Ssh – set umask for sshfs-mounted filesystem

filesystemsmountpermissionssshfsumask

I have a remote sshfs filesystem mounted on /mnt/data. Following is the relevant line in /etc/fstab:

www-data@192.168.1.10:/var/www/ /mnt/data       fuse.sshfs   rw,noauto,nodev,nosuid,noexec,_netdev,allow_other,default_permissions,uid=martin,gid=martin    0   0

The files in /var/www/ on the remote system are owned by user www-data, but I am using uid=martin,gid=martin to map the ownership on the mounted filesystem to uid 1000.

When I cd to /mnt/data/ as martin, I have the correct file permissions/ownership, but I need to change the umask.

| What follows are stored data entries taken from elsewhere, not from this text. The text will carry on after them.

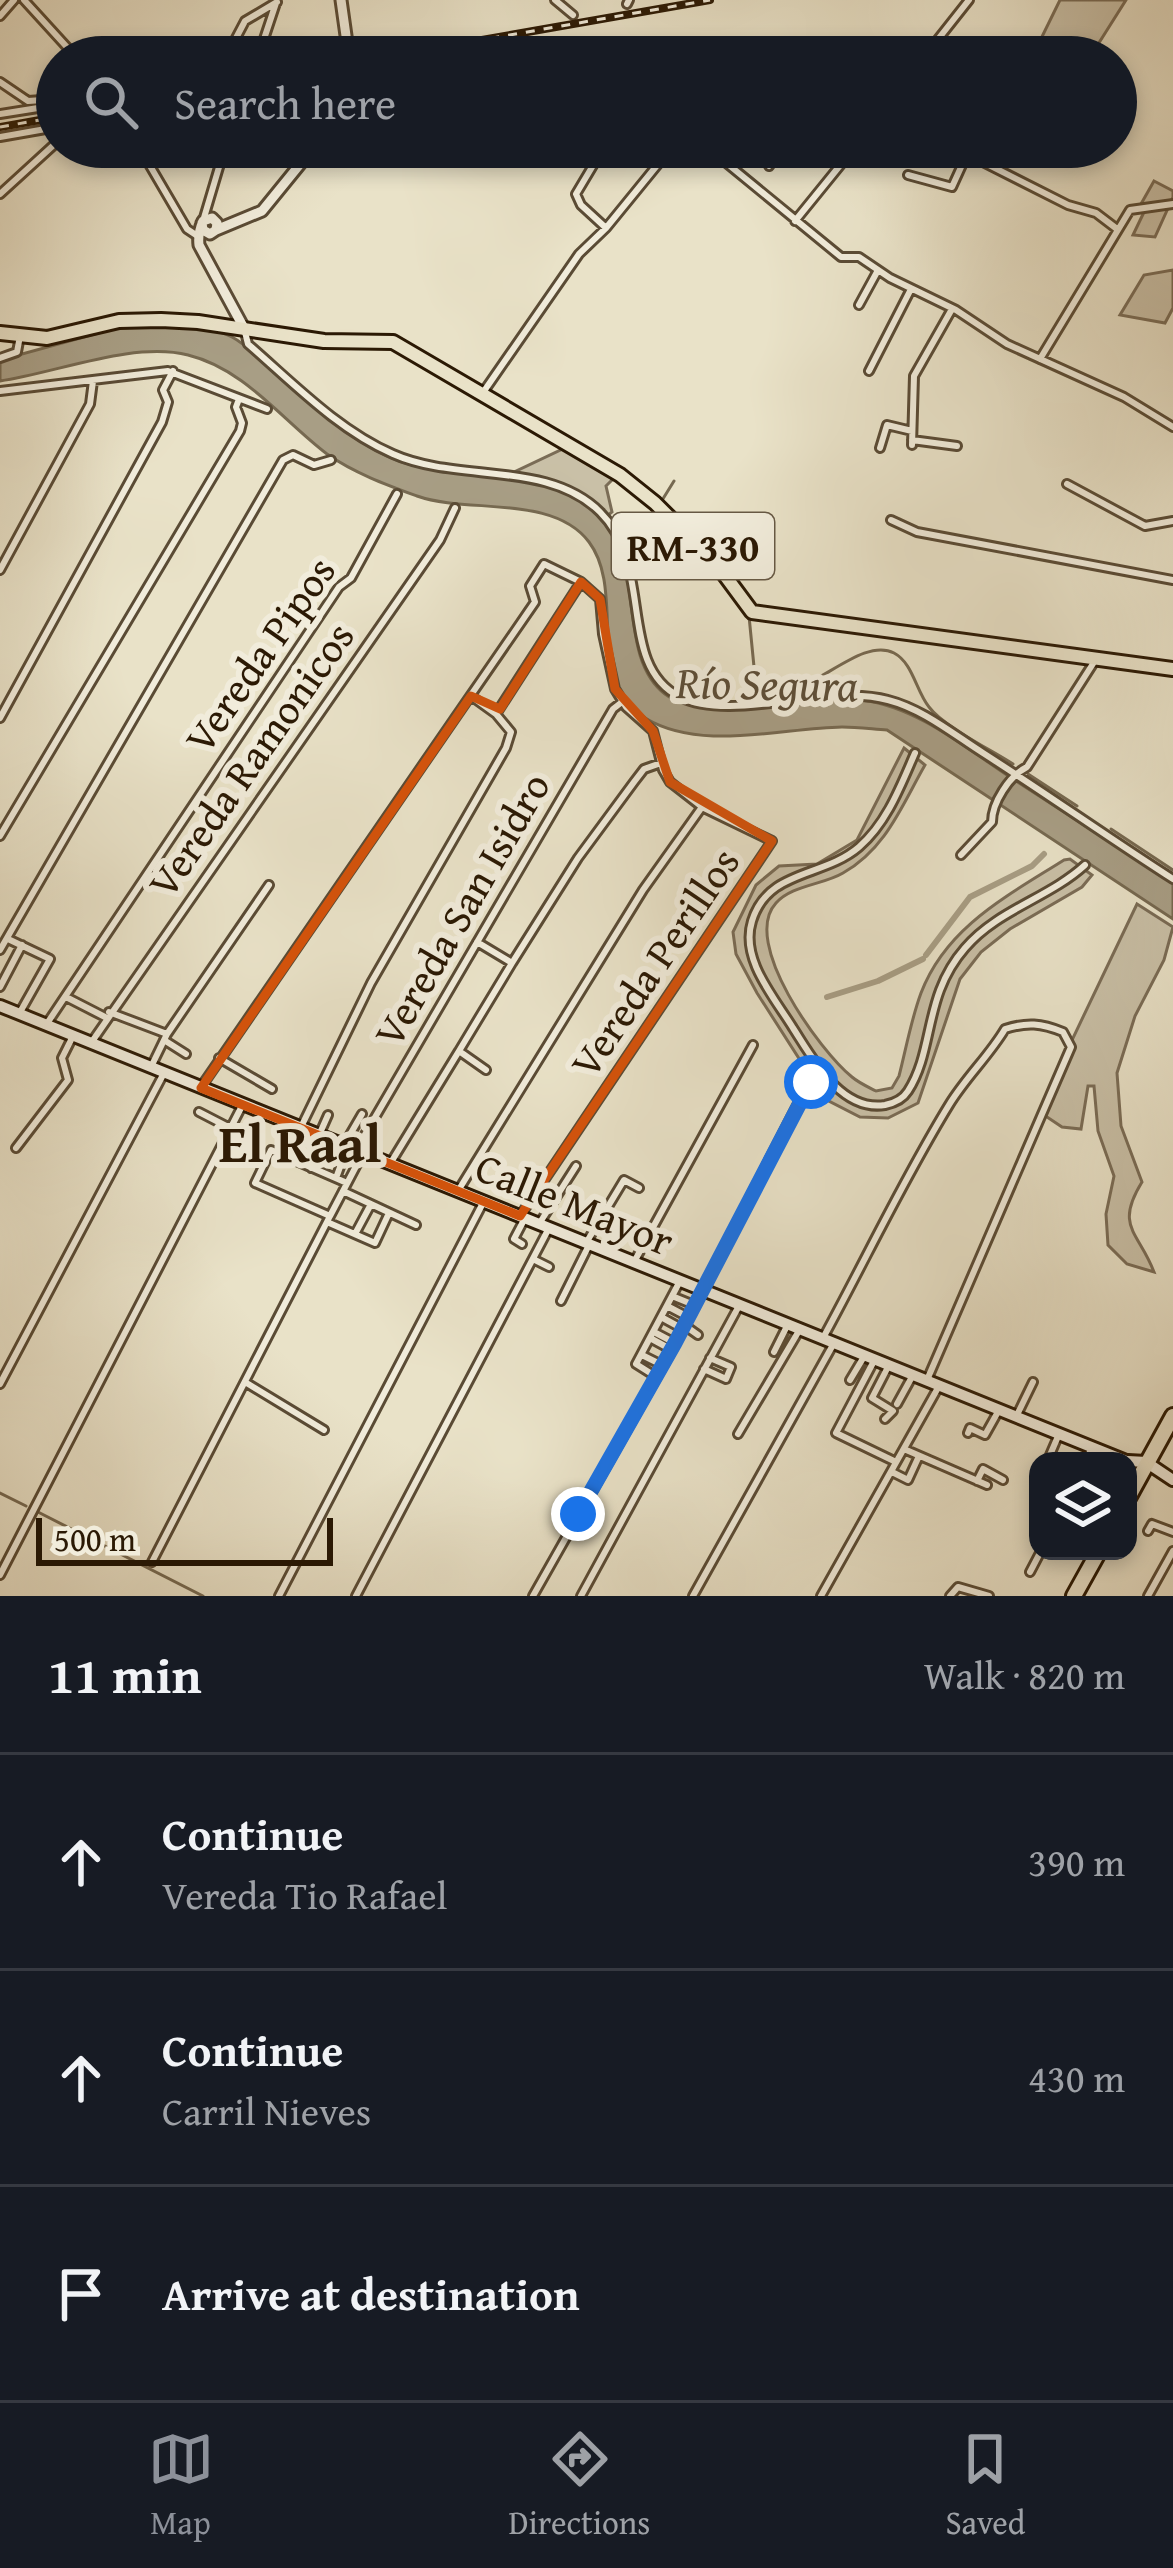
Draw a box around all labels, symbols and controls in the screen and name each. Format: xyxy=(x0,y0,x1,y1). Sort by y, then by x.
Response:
search box xyxy=(36,36,1137,168)
icon: search xyxy=(78,69,144,135)
text: Search here xyxy=(174,70,396,135)
road number: RM-330 xyxy=(612,513,774,579)
street label: Vereda Pipos xyxy=(169,543,349,765)
street label: Vereda Ramonicos xyxy=(132,609,368,909)
water label: Río Segura xyxy=(674,649,859,717)
street label: Vereda San Isidro xyxy=(358,760,564,1058)
street label: Vereda Perillos xyxy=(554,835,754,1089)
route start xyxy=(784,1055,838,1109)
district label: El Raal xyxy=(218,1103,382,1182)
street label: Calle Mayor xyxy=(467,1136,683,1270)
map controls xyxy=(1029,1452,1137,1560)
button: layers xyxy=(1029,1452,1137,1560)
route end xyxy=(551,1487,605,1541)
scale bar xyxy=(36,1512,333,1565)
text: 500 m xyxy=(54,1515,136,1563)
text: 11 min xyxy=(48,1637,202,1712)
text: Walk · 820 m xyxy=(924,1646,1125,1703)
text: Continue xyxy=(162,1801,343,1866)
icon: ahead xyxy=(48,1829,114,1895)
text: 390 m xyxy=(1028,1833,1125,1890)
text: Vereda Tio Rafael xyxy=(162,1866,448,1923)
text: Continue xyxy=(162,2017,343,2082)
icon: ahead xyxy=(48,2045,114,2111)
text: 430 m xyxy=(1028,2049,1125,2106)
text: Carril Nieves xyxy=(162,2082,371,2139)
icon: arrive xyxy=(48,2261,114,2327)
text: Arrive at destination xyxy=(162,2261,580,2326)
tab: Map xyxy=(148,2426,214,2546)
tab: Directions xyxy=(509,2426,650,2546)
tab: Saved xyxy=(946,2426,1025,2546)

On the remote filesytem, the user www-data has umask 0027. On my local filesystem, the user martin has umask 0077. I want to keep the umask 0077 on my local files, but use 0027 on the sshfs mounted files (ie all files in /mnt/data/).

Is this even possible ?

I have tried setting acl permissions on the whole directory on the remote filesystem:

setfacl -d -m g::rx  /var/www/
setfacl -d -m o::--- /var/www/

but this has no effect on the sshfs mounted share.

Best Answer

sshfs is using sftp under the hood and the umask for creation new files is handled by the remote sftp-server. You can set umask as an argument to the sftp-server in /etc/ssh/sshd_config on the server, such as

Subsystem sftp /usr/lib/openssh/sftp-server -u 027     # Debian/Ubuntu

or

Subsystem sftp /usr/libexec/openssh/sftp-server -u 027 # RHEL/Fedora

or

Subsystem sftp /usr/lib/ssh/sftp-server -u 027         # Arch

The umask settings and extended ACL are not transferred through the SFTP protocol as implemented by openssh. Also note that there is no "umask on files", but umask is always associated with running process creating the files.